For the last year, we’ve been really looking at the life we
are living… and have found it wanting. Wanting of time, energy, space. We’ve found ourselves in dear relationships and
opportunities but not the resources to love and serve well. We are just too busy. Too spread thin. Too busy navigating the maze of American
Normalcy.
We want to think. We
want to learn. We want to live
purposefully and steadfastly. We want to
have time to seek after God and not be weighed down by things of this earth. We
want to care for our extended family and neighbors and friends with abandon.
For each family, this might look differently of how we get
there. For our family, it means
downsizing. It means exchanging our
large house and yard for more time. It means
exchanging our job security for breathing room.
It means exchanging our routines for faith. It means letting go and going.

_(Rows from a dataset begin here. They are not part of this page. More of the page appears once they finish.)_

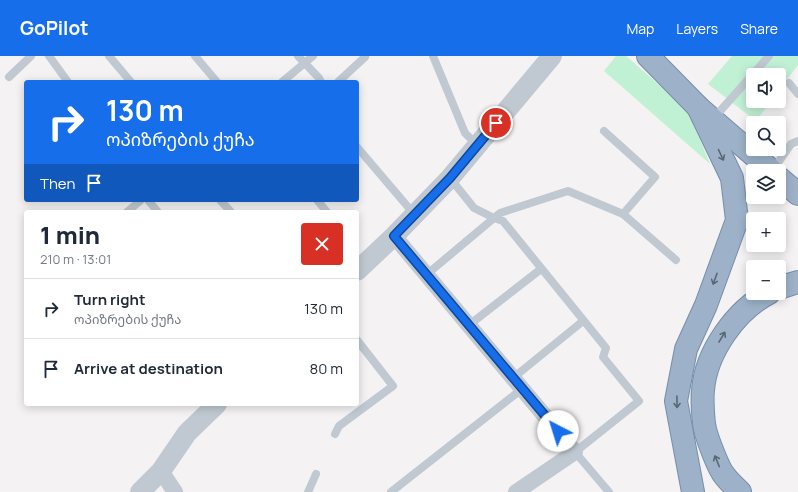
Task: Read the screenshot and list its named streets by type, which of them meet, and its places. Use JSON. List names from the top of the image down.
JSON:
{
  "page": {
    "header": "GoPilot",
    "nav": ["Map", "Layers", "Share"],
    "map_buttons": ["+", "−"],
    "turn": ["130 m", "ოპიზრების ქუჩა"],
    "then": "Then",
    "heading": ["1 min", "210 m · 13:01"],
    "list": [
      {
        "name": "Turn right",
        "note": "ოპიზრების ქუჩა",
        "value": "130 m"
      },
      {
        "name": "Arrive at destination",
        "value": "80 m"
      }
    ]
  }
}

Well, truth be told – we don’t exactly know what it really
looks like. We don’t know what the other
side will hold. But, we know that God
knows and that He is working out everything for our good – but more importantly
for His Glory.
The first step is the stuff.
The physical stuff around us.
This is unbelievably hard. This
morning I cried over towels. Yes, I have enough for a family of 12 and we
are only a family of 2. I am having to
trust the Lord with my towels – which really means trusting Him with my heart –
holding on to the Truth that He will provide what we need, should it mean that
we need a gazillion more towels. I can
share my towels knowing that God takes care of even the mundane.
The second step is to step away. This summer we’ll be moving to Virginia for a
year’s sabbatical. We are moving to my
husband’s aunt’s
farm. Although we won’t
be farming, we will help her clean up, tear down, and figure out some things on
the property. But, during this time of
physical labor – we will also have time to think. To study.
To pray. To write. To examine.And even though sorting out my towels seems overwhelming right now – I know it is nothing compared to the sorting out the Lord is going to do in us during our time in Virginia. We are asking the Lord to speak into every corner of our existence and say to our souls, “I am your Salvation” (Psalm 35:3).
It’s a grab-bag of emotions right now. Some days I pull out the ticket that says
Oooh! An Adventure! Other days I pull out the ticket that says We
Are Crazy! Some days I pull out the
ticket that says I Can’t Wait! Today I’ve
pulled out the ticket I Wish I Knew What Was On The Other Side! Some days I pull out every ticket in the bag.
The One Thing we know for sure is that we have a good, kind,
and faithful God who desires to be first in our hearts and minds. We want to know more of Him and less of us.
And today that means letting go of some towels.